Examine each line of the data. Copy the line if it includes the word "sans".
========
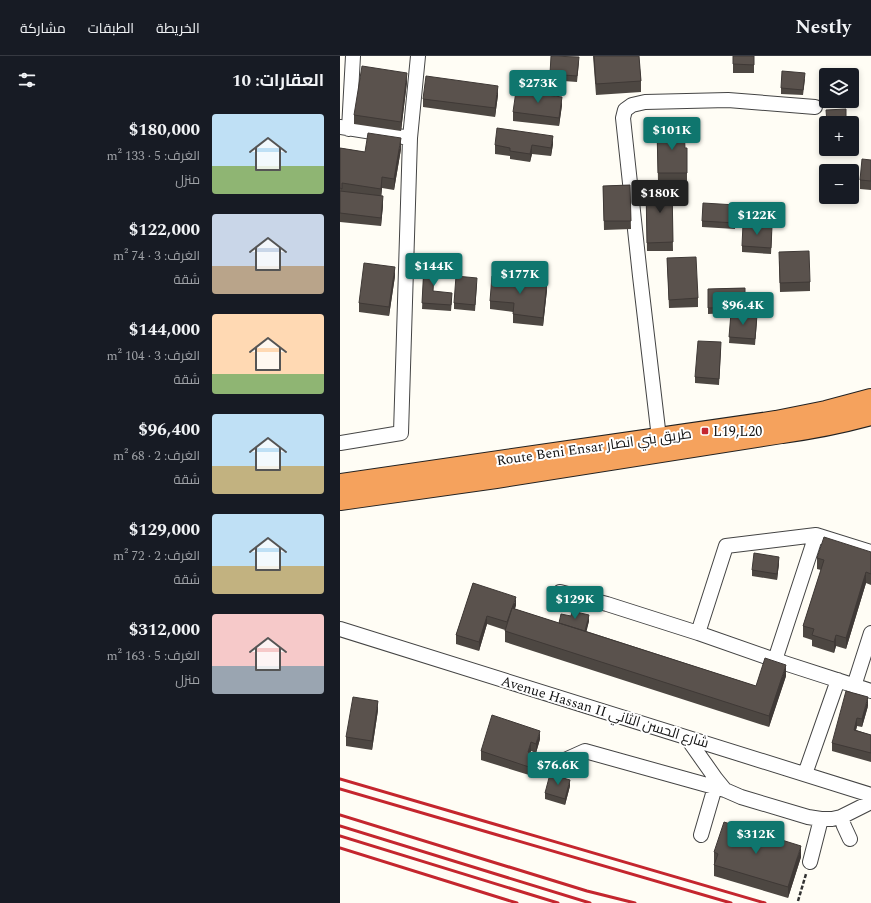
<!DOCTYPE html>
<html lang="ar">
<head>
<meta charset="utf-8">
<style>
  :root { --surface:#171b24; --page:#20242c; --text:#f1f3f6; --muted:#9ea1a6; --line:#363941; --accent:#0f766e }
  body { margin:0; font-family:Spectral,Cairo,serif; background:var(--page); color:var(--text); direction:rtl; height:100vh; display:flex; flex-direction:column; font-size:15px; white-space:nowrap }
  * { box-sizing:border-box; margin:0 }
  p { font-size:13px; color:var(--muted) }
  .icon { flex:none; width:22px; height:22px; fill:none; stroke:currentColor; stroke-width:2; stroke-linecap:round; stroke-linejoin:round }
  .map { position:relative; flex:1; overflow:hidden; direction:ltr }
  .sheet { display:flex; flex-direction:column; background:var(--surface); width:340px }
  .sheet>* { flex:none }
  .buttons { position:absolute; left:479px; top:12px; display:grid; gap:8px }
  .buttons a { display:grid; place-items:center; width:40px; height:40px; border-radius:4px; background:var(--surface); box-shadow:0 2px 6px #0003; font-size:20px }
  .price { position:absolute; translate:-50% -34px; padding:0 9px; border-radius:4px; background:var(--accent); color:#fff; font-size:13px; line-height:26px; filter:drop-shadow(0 1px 2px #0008) }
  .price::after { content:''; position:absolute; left:50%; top:24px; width:12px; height:9px; margin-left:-6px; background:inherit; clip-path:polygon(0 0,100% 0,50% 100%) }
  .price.current { background:#222; color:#fff }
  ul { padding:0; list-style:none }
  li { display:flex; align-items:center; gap:12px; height:100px; padding:0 16px }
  li span { display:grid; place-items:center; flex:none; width:112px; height:80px; border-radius:4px; color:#555 }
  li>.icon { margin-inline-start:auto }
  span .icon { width:48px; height:48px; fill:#fffc; stroke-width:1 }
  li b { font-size:17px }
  h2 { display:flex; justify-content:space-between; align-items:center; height:48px; padding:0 16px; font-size:17px }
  header { display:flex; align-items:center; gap:24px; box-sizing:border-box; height:56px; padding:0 20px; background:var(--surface); border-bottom:1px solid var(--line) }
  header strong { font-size:19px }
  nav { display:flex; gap:22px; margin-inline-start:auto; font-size:14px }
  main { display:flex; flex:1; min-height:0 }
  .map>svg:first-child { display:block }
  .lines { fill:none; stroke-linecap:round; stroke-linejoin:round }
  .minor-casing { stroke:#444; stroke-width:16 }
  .highway-casing { stroke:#222; stroke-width:22 }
  .path { stroke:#333; stroke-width:2.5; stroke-dasharray:4 2; stroke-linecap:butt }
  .minor { stroke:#fff; stroke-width:14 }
  .highway { stroke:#f5a25d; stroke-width:20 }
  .rail { stroke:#c4262e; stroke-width:3 }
  .wall { fill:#4d4742 }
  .shaded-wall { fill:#3f3936 }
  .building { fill:#5a524d; stroke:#3f3936 }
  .poi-dot { fill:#c4262e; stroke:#fff; stroke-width:1.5 }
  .labels { text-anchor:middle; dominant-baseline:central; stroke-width:4; stroke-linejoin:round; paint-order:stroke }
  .poi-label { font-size:14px; fill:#111; stroke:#fff; text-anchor:start }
  .street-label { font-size:14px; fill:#111; stroke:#fff }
</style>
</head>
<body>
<header>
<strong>Nestly</strong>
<nav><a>الخريطة</a><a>الطبقات</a><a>مشاركة</a></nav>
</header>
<main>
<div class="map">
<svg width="531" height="847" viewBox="0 0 531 847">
  <rect width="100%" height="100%" fill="#fffdf5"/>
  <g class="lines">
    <defs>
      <path id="minor" d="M0,71L70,82
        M9,73L13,0
        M319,382L300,220L283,62L285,54L292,49L305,46L388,44L475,51
        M0,387L61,377L70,82L78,0
        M220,536L267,548L358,577L435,604L531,635
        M0,573L531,739
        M358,577L386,490L476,479L531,496
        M435,604L476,479
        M514,630L531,577
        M347,682L376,723L385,734L401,741L468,761L481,763H492L501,761L531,746
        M225,704L245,695L385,734
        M465,718L498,624
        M501,761L504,770L510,783
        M361,779L375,731L376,723
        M470,806L481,763"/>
      <path id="highway" d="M0,428L436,365L486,355L531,343
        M0,444L156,422L442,377C472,373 502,367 531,359"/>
    </defs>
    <use href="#minor" class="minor-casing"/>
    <use href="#highway" class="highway-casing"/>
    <path class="path" d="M458,845L466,818"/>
    <use href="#minor" class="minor"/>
    <use href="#highway" class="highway"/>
    <path class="rail" d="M0,723L425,847
      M0,733L391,847
      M0,759L247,835L295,847
      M0,770L250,847
      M0,780L218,847
      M0,792L177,847"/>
  </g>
  <path class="wall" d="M253,0H299L301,25V36L256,39Z
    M393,0H414V17H393Z
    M239,6L237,26L210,24V18Z
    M465,23L463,39L441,38V32Z
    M67,26L61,75L14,68V59Z
    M158,39L155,61L83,51V43Z
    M222,49L219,70L173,65V56Z
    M317,72L345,92H347V126H318Z
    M213,88L211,100L192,98L190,106L170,103V100L155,98V89Z
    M0,92L25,96L61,93L54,134L42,132L41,140L43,149L41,170L0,166Z
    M531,104V134L520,133V124Z
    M290,129L291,173L264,174L263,130Z
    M332,130L333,195H307L306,131Z
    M396,155L395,173L362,171V165Z
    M432,176L431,198L402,196V190Z
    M327,202L358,242V251L329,252Z
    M439,205L470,226V235L440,236Z
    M84,209L110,211V222L94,221L93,235L112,243L111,255L82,253Z
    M55,220L49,260L19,256V247Z
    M137,227L135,255L114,253V247Z
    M405,232V257H397L417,265L415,289L389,287L391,257L368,258V233Z
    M207,234L203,270L173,267V256L150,253V245Z
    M381,292L379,329L355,327V321Z
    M531,496V529L526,527L506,593L496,590L494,597L472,590V584L463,581V570L481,514L477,513V502Z
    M439,507L437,524L412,520V514Z
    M133,527L176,549L175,553L219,567L249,565L246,575L416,630L446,620L429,671L165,586V574L147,568L139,595L116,588V579Z
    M528,650L522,671L517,670L516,674L531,679V706L492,695V687Z
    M38,654L32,694L6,690V681Z
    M200,683L196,697L191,695L190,697L193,707L189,719L141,704V695Z
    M230,730L225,749L205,743V737Z
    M374,796L461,801L448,842L374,820V809L375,807H374Z"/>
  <path class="shaded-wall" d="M67,17V26L61,75V66Z
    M158,30V39L155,61V52Z
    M222,41V49L219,70V62Z
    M213,80V88L211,100V92Z
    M61,82V93L54,134V123Z
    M192,89V98L190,106V98Z
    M42,121V132L41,144V133Z
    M43,140V149L41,170V162Z
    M55,211V220L49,260V251Z
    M207,225V234L203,270V262Z
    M439,501V507L437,524V518Z
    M526,516V527L506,593V582Z
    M176,541V549L168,575V567Z
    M249,559V565L245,582V576Z
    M147,560V568L139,595V586Z
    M496,579V590L494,597V586Z
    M446,609V620L429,671V660Z
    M528,641V650L522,671V663Z
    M38,645V654L32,694V685Z
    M517,662V670L514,682V674Z
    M200,675V683L196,697V688Z
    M191,686V695L188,705V696Z
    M193,698V707L189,719V711Z
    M230,724V730L225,749V743Z
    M461,790V801L448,842V831Z"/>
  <path class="building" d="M211,0L239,1L237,20L210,18Z
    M254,0H299L301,25L256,28Z
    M393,0H414V9L393,8Z
    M22,10L67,17L61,66L14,59Z
    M442,15L465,17L463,34L441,32Z
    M86,20L158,30L155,52L83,43Z
    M176,35L222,41L219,62L173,56Z
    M506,53V67H487L486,54Z
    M157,72L213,80L211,92L192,89L190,98L170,95V92L155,89Z
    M317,72H344L345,92H347V117H318Z
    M28,77L61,82L54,123L42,121L41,133L2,127V133L0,132V92L25,96Z
    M522,103L531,104V125L520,124Z
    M290,129L291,165H264L263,130Z
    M332,130L333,186L307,187L306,131Z
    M0,135L43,140L41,162L0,157Z
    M363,147L396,149L395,167L362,165Z
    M403,168L432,170L431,192L402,190Z
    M469,195L470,226L440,227L439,196Z
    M356,201L358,242L329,244L327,202Z
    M24,207L55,211L49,251L19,247Z
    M84,209L110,211V216L94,215L93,235L112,237L111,249L82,247Z
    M116,220L137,222L135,249L114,247Z
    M152,220L207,225L203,262L173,258L174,247L150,245Z
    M405,232V251L368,252V233Z
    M391,257L417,259L415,283L389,281Z
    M358,285L381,286L379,323L355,321Z
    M484,481L531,496V518L526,516L506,582L496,579L494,586L472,579L474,573L463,570L484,504L477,502Z
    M414,497L439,501L437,518L412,514Z
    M133,527L176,541L167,566L147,560L139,586L116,579Z
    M172,552L416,630L425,602L446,609L429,660L165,575Z
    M232,555L249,559L245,575L219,567L221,558L231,560Z
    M506,635L528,641L522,663L517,662L514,674L531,679V697L492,687Z
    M13,641L38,645L32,685L6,681Z
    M152,659L200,675L196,688L191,686L188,696L193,698L189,711L141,695Z
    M210,718L230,724L225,743L205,737Z
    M384,766L461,790L448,831L374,809L378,798L374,796Z"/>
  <rect class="poi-dot" x="361" y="371" width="8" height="8" rx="2"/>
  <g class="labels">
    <g class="poi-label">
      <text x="373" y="375">L19,L20</text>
    </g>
    <g class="street-label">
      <text transform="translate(254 391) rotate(-8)">Route Beni Ensar طريق بني انصار</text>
      <text transform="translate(265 656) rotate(17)">Avenue Hassan II شارع الحسن الثاني</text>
    </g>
  </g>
</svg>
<div class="buttons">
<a><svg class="icon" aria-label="layers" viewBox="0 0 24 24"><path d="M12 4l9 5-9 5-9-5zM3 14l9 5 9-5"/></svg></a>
<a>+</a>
<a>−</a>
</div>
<b class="price" style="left:198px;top:48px">$273K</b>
<b class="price" style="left:332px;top:95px">$101K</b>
<b class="price current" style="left:320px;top:158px">$180K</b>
<b class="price" style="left:417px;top:180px">$122K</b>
<b class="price" style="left:94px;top:231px">$144K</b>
<b class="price" style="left:180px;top:239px">$177K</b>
<b class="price" style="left:403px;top:270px">$96.4K</b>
<b class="price" style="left:235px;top:564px">$129K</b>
<b class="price" style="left:218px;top:730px">$76.6K</b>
<b class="price" style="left:416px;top:799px">$312K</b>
</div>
<section class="sheet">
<h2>العقارات: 10<svg class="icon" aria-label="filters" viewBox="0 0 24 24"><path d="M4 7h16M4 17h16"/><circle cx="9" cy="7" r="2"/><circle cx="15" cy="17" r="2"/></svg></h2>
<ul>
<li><span style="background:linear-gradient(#bfe0f5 65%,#8fb573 0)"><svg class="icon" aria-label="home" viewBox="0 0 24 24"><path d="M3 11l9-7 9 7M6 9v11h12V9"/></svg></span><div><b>$180,000</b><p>الغرف: 5 · 133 m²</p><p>منزل</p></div></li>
<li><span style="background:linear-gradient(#c9d6e8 65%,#b9a48a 0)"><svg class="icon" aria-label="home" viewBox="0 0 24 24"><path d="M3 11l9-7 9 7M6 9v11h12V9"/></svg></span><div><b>$122,000</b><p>الغرف: 3 · 74 m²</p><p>شقة</p></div></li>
<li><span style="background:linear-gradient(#ffd9b3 75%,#8fb573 0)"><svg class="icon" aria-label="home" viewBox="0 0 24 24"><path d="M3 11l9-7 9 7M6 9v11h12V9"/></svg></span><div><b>$144,000</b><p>الغرف: 3 · 104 m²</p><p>شقة</p></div></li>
<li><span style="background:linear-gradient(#bfe0f5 65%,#c2b280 0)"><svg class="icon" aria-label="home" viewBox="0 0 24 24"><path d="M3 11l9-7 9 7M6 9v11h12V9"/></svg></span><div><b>$96,400</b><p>الغرف: 2 · 68 m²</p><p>شقة</p></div></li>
<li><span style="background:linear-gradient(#bfe0f5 65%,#c2b280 0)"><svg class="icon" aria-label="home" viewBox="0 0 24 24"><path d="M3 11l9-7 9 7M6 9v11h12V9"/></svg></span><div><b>$129,000</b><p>الغرف: 2 · 72 m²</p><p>شقة</p></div></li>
<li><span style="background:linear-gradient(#f6c9c9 65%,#9aa5b1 0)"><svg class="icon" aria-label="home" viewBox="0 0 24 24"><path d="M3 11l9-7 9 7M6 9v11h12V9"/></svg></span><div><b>$312,000</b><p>الغرف: 5 · 163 m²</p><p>منزل</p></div></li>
</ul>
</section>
</main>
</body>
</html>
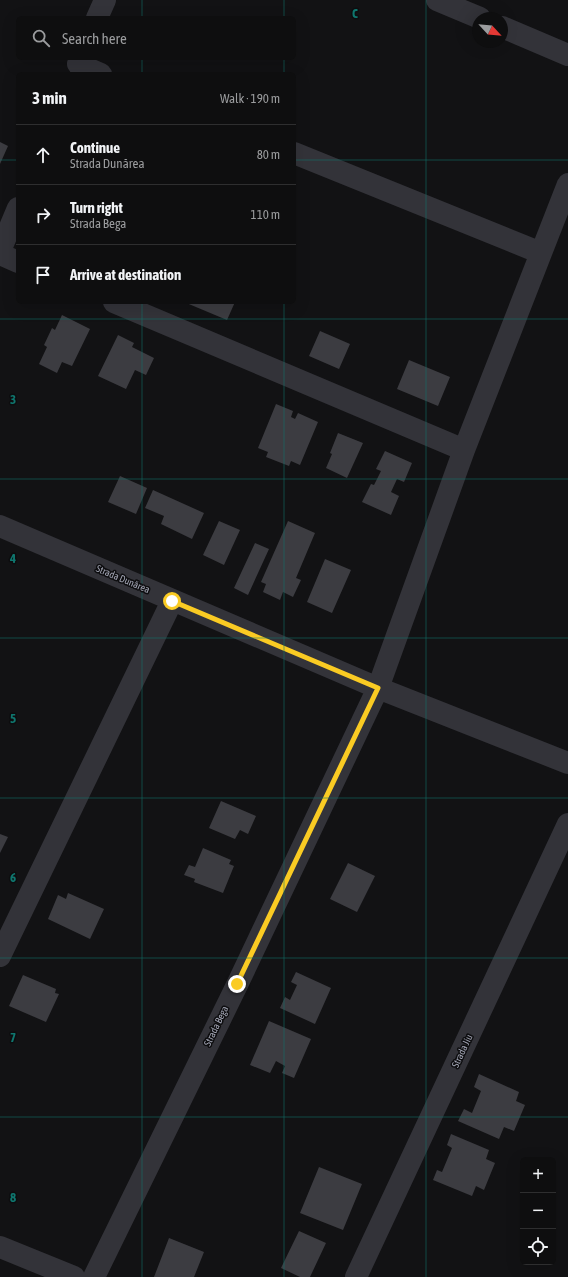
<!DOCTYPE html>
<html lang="en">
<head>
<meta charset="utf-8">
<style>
	:root { --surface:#0e0e0f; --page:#1c1c1d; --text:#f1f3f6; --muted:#9b9c9e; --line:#2e2e2f }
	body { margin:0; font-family:"Asap Condensed",sans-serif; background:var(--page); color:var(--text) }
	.controls { position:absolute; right:12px; bottom:12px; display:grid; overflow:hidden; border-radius:6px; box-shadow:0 4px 16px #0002 }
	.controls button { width:36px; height:36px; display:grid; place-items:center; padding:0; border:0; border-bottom:1px solid var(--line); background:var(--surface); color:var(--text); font:20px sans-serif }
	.compass { position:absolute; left:472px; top:12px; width:36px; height:36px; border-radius:50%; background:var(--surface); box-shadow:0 4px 16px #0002; rotate:116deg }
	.stop { position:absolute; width:12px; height:12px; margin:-9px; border:3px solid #facb23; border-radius:50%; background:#fff }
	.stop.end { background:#facb23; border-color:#fff; box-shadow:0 1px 4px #0008 }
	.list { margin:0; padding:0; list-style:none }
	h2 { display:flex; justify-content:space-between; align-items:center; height:52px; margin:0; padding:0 16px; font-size:17px }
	h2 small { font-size:13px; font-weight:400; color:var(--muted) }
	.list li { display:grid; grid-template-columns:26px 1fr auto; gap:12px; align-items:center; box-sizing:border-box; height:60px; padding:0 16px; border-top:1px solid var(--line) }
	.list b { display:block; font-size:15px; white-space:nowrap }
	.list p { margin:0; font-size:13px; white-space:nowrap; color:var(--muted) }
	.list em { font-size:13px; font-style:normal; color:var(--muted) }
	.icon { flex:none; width:22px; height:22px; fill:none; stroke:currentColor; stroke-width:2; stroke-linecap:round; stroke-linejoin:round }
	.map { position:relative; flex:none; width:568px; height:1277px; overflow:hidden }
	.search { position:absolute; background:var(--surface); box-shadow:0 4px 16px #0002; left:16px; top:16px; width:280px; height:44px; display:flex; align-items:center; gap:10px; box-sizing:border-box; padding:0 14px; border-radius:6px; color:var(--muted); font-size:15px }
	.panel { position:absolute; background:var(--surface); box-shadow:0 4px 16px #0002; left:16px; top:72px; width:280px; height:232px; border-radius:6px }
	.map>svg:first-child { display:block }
	.building { fill:#3c3c41 }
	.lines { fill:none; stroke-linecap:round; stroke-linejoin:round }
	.street { stroke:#333339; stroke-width:22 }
	.route { stroke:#facb23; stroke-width:5 }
	.grid { fill:none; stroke:#0f766e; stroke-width:1; stroke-opacity:0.55 }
	.labels { text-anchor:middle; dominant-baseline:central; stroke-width:3; stroke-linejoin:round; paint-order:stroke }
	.street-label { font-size:10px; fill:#a3a6b5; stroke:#0d0d0f }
	.grid-label { font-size:13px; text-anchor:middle; font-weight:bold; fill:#0f766e; stroke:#0d0d0f; stroke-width:3; stroke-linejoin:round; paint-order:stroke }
</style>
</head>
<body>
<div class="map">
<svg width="568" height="1277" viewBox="0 0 568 1277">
	<rect width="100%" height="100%" fill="#121214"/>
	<path class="building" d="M0,142L8,146L0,164Z
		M184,302H235L227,320Z
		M62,315L90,329L72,366L62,362L57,373L39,364L47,347L44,345L52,328L55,330Z
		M320,331L350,344L339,369L309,356Z
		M118,335L134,343L132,347L154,358L146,375L135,370L126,389L98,376Z
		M409,360L450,377L438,406L397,389Z
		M276,404L293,411L291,417L295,419L298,413L318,422L300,465L291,461L289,466L266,457L268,452L258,448Z
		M338,433L363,443L347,478L326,468L332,454L330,453Z
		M385,451L412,463L404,482L397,479L391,492L399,496L391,515L362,502L371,484L374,485L381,471L376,469Z
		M120,476L147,488L136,514L108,502Z
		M153,490L204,513L192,539L161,524L164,516L145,508Z
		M219,521L240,530L224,565L203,555Z
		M288,521L315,533L296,578L301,580L293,597L283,592L280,600L263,592L266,584L261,582Z
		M255,543L269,549L248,595L234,588Z
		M325,559L351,570L332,613L307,602Z
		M221,801L256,816L248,834L240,830L235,839L209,828Z
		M0,834L8,837L0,853Z
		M203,848L231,860L229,864L234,866L223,893L194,882L195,879L184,875L189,865L195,867Z
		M348,863L375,876L357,912L330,899Z
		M68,893L104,909L90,939L48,919L58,895L66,899Z
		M296,972L331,988L315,1024L280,1008L285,997L290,1000L297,985L291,982Z
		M23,975L56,989L55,993L59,994L46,1022L9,1006Z
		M269,1021L311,1039L294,1078L282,1073L285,1066L276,1061L270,1073L250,1065Z
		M479,1074L519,1092L516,1101L525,1105L514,1131L504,1127L499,1139L458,1121L464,1109L472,1113L481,1091L474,1087Z
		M451,1134L489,1150L486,1159L495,1163L484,1190L476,1186L472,1196L433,1180L437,1170L442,1172L452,1148L447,1145Z
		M319,1167L362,1184L343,1230L300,1213Z
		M299,1231L326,1243L310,1277H300L281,1268Z
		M169,1238L204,1252L194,1277H154Z"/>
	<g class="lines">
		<path class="street" d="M437,0L480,18
			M97,18L105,0
			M502,27L568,55
			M78,64L101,74
			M294,153L541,253
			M0,251L18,208
			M0,254L18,262
			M114,302L464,450
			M0,526L378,688L568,763
			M0,956L172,601
			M0,1247L74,1277
			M94,1277L237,985L378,688L464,450L568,184
			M356,1277L568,824"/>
	</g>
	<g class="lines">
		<path class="route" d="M172,601L378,688L237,984"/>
	</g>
	<path class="grid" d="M142,0V18M284,0V18M426,0V1277M142,58V74M284,58V74M0,160H18M294,160H568M142,302V1277M284,302V1277M0,319H568M0,479H568M0,638H568M0,798H568M0,958H568M0,1117H568"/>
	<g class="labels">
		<g class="street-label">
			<text transform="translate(123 579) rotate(23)">Strada Dunărea</text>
			<text transform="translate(216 1026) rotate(-64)">Strada Bega</text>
			<text transform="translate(462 1051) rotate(-65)">Strada Jiu</text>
		</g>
	</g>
	<g class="grid-label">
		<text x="355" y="18">C</text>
		<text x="13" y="404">3</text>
		<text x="13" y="563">4</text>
		<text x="13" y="723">5</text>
		<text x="13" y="882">6</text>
		<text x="13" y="1042">7</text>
		<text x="13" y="1202">8</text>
	</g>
</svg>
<div class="controls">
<button>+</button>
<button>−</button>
<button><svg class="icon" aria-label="locate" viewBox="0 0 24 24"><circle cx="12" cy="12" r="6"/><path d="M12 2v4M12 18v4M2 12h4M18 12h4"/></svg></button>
</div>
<svg class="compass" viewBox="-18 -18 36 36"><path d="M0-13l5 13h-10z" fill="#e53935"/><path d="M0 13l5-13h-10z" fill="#9b9c9e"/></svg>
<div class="stop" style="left:172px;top:601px"></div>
<div class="stop end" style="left:237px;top:984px"></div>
<div class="search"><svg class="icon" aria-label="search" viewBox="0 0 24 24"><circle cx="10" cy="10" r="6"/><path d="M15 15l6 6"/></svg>Search here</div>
<section class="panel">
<h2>3 min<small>Walk · 190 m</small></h2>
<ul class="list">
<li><svg class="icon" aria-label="ahead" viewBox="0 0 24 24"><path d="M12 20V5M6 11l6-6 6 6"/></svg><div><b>Continue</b><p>Strada Dunărea</p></div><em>80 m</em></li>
<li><svg class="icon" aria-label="right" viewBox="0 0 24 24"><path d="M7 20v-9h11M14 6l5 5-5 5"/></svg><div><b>Turn right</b><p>Strada Bega</p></div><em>110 m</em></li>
<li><svg class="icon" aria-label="arrive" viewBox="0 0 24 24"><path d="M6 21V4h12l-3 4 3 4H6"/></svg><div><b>Arrive at destination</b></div></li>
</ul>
</section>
</div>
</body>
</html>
========
# Output for this exercise:
	body { margin:0; font-family:"Asap Condensed",sans-serif; background:var(--page); color:var(--text) }
	.controls button { width:36px; height:36px; display:grid; place-items:center; padding:0; border:0; border-bottom:1px solid var(--line); background:var(--surface); color:var(--text); font:20px sans-serif }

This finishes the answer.